Writing Prompt: Opposite Day

The characters you write are very specific with their habits, idiosyncrasies, hopes, dreams, fears, desires, etc. As a writer, once you get to know your characters you know them inside and out. You know their favorite way to spend a rainy afternoon, their most beloved hobbies, the in’s and out’s of their various relationships, and even how they like to take their coffee. Are they the type to take their coffee black or to walk out of their local coffee shop with the most overly-sweet sugary beverage on the menu?

Dorrance Publishing Writing Prompt Opposite Day 1

You also know your characters’ pet peeves, the hobbies that they hate, the people that would annoy them the most, and their least favorite activities. Getting even more specific, you know how the things that they like and dislike blend together. How there are certain hobbies or people that your character thinks they dislike but, should they give them a fair chance, they may actually enjoy themselves. The opposite can be true as well, having a character who loves a certain hobby but then, due to overindulgence or other factors, it can become something they despise.

This is where our writing prompt of the day comes in: opposite day. This exercise involves putting your character in situations where they would never normally find themselves in of their own choice. So if your character hates carnivals, write a scene where they’re forced to go to a local carnival. It doesn’t even have to be something that they hate either, it can simply be something they’d never normally do. If you’ve never thought your character would ever be inclined to try pottery, for example, write a scene where they’re taking a pottery class.

Dorrance Publishing Writing Prompt Opposite Day 2

Brainstorming the scene or scenes you write for the exercise will allow you to chart out the different habits and nuances of your character. In addition, writing the scene itself will allow you to not only practice showing (rather than telling) the reader about the specifics of character-building, but may also allow you to learn new things about your characters.

Putting your character in scenes they’d never normally find themselves in will allow you to gain new insights about them. As any writer will know, you can plot and outline all you want but often the characters will run away with the plot themselves. So, oftentimes, we won’t truly know how a certain character will react in a situation until they’re actually in it.

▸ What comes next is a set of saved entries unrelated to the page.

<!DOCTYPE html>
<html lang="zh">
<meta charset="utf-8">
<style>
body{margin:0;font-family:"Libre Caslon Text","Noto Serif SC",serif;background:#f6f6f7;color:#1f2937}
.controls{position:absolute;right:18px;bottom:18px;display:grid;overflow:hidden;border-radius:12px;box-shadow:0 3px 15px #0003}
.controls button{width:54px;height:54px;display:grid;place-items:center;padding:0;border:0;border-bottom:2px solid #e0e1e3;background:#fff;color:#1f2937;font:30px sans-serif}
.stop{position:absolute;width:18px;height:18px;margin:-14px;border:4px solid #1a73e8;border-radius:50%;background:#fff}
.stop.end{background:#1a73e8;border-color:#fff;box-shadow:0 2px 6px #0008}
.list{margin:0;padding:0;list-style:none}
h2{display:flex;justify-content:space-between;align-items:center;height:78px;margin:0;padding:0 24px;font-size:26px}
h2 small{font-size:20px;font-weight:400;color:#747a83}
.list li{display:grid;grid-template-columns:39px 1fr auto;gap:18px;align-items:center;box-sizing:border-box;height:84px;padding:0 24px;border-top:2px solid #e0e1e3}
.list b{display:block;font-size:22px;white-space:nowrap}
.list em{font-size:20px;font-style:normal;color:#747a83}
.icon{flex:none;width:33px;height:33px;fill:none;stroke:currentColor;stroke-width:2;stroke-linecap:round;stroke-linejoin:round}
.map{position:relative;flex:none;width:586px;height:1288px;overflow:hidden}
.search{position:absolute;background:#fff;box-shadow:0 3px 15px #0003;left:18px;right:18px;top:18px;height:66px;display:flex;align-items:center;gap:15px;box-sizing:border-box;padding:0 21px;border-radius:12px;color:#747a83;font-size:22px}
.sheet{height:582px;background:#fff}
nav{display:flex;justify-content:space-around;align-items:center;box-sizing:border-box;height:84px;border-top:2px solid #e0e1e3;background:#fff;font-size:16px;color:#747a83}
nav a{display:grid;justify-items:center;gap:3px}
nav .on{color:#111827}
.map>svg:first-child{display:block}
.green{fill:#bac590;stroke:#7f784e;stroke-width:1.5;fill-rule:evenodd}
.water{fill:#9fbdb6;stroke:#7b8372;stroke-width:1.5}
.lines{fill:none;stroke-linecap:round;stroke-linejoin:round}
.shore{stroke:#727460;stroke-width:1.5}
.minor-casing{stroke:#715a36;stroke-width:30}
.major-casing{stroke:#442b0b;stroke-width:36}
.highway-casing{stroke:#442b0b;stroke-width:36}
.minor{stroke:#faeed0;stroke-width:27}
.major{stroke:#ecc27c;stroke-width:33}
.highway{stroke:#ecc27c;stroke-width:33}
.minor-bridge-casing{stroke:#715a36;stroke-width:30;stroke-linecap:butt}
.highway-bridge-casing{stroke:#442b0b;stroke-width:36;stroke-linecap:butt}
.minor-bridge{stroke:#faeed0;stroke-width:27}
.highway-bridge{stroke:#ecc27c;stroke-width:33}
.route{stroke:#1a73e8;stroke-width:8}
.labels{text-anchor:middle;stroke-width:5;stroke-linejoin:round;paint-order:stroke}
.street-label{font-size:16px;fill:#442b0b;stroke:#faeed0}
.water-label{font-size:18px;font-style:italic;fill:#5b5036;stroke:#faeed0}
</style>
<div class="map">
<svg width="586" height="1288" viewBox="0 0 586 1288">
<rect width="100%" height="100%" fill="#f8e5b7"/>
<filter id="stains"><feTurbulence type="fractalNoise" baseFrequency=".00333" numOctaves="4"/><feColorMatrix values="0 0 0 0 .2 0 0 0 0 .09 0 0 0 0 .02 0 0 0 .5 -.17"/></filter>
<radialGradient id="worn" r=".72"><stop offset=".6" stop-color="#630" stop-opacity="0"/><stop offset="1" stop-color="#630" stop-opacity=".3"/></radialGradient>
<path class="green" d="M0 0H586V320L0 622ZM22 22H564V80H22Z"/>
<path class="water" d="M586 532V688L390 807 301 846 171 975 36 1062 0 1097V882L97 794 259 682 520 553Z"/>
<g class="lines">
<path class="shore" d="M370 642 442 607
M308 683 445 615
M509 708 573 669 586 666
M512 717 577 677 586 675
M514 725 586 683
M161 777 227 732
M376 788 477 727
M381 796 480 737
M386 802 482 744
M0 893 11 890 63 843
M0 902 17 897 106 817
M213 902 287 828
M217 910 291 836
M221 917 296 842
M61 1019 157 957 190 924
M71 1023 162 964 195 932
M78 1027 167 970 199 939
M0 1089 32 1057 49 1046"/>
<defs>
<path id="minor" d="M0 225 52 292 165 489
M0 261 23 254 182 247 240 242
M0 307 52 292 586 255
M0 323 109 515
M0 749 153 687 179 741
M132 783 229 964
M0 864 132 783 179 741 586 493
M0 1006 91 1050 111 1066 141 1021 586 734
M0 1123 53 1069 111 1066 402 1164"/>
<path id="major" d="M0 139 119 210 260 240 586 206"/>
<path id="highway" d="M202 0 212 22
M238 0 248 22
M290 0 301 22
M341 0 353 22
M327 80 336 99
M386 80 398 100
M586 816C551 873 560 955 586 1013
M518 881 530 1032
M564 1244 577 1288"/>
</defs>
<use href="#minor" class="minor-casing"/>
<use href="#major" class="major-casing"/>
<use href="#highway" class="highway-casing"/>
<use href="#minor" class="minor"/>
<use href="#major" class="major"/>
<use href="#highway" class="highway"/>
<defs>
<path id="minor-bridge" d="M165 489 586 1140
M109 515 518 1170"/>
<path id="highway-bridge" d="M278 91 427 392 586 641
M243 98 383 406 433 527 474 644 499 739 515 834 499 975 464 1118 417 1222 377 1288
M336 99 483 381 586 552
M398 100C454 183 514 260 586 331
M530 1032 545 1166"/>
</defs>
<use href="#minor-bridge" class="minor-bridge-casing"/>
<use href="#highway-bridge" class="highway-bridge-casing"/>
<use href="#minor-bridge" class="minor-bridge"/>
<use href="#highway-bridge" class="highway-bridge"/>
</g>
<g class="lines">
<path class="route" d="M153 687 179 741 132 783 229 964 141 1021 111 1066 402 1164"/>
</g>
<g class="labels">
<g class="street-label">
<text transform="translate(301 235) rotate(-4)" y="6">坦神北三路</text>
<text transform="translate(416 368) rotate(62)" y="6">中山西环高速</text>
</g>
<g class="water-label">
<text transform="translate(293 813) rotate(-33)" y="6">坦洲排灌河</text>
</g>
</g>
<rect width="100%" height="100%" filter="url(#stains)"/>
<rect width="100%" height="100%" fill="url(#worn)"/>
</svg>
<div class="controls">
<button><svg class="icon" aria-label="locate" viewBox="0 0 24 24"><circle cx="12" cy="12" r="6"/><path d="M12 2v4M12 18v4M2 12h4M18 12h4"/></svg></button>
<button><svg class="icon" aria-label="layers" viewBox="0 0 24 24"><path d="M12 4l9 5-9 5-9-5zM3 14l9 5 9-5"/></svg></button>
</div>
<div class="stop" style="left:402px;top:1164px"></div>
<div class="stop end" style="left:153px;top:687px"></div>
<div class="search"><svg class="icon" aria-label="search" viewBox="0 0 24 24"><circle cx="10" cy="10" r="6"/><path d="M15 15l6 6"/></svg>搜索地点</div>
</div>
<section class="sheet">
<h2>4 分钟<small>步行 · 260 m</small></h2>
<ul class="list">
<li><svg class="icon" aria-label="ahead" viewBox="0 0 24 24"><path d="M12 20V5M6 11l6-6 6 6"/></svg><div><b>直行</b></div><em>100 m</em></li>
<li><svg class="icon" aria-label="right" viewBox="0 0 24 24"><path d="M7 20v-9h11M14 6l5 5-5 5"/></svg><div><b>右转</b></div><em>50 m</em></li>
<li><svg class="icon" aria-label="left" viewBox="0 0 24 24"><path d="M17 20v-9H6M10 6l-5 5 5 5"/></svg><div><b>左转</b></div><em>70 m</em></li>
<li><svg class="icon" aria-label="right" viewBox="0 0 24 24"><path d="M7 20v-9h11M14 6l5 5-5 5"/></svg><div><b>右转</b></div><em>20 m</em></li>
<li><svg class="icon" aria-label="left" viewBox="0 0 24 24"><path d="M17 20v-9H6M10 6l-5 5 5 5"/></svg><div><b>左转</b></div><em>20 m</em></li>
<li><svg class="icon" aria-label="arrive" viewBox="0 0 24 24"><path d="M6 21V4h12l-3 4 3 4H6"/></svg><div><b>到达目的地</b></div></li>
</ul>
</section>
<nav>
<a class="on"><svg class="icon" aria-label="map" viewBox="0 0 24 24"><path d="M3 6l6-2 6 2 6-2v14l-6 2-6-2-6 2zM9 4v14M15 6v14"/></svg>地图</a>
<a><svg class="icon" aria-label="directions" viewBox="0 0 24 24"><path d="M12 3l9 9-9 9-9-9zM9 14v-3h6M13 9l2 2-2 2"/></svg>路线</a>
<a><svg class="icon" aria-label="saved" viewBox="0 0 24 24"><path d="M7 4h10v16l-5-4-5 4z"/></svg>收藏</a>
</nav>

Dorrance Publishing Writing Prompt Opposite Day 3

Writing Prompt: Pick a specific character from your manuscript (or a character you’re working on) and put them in a scene or scenes in which they’d never normally find themselves. This could mean a setting or circumstance that they would dislike or one that is simply very unlike them normally. How do they react to being in this situation? Why do they react this way? Is their reaction different or the same as what they’d expect of themselves? If it is different, why is that?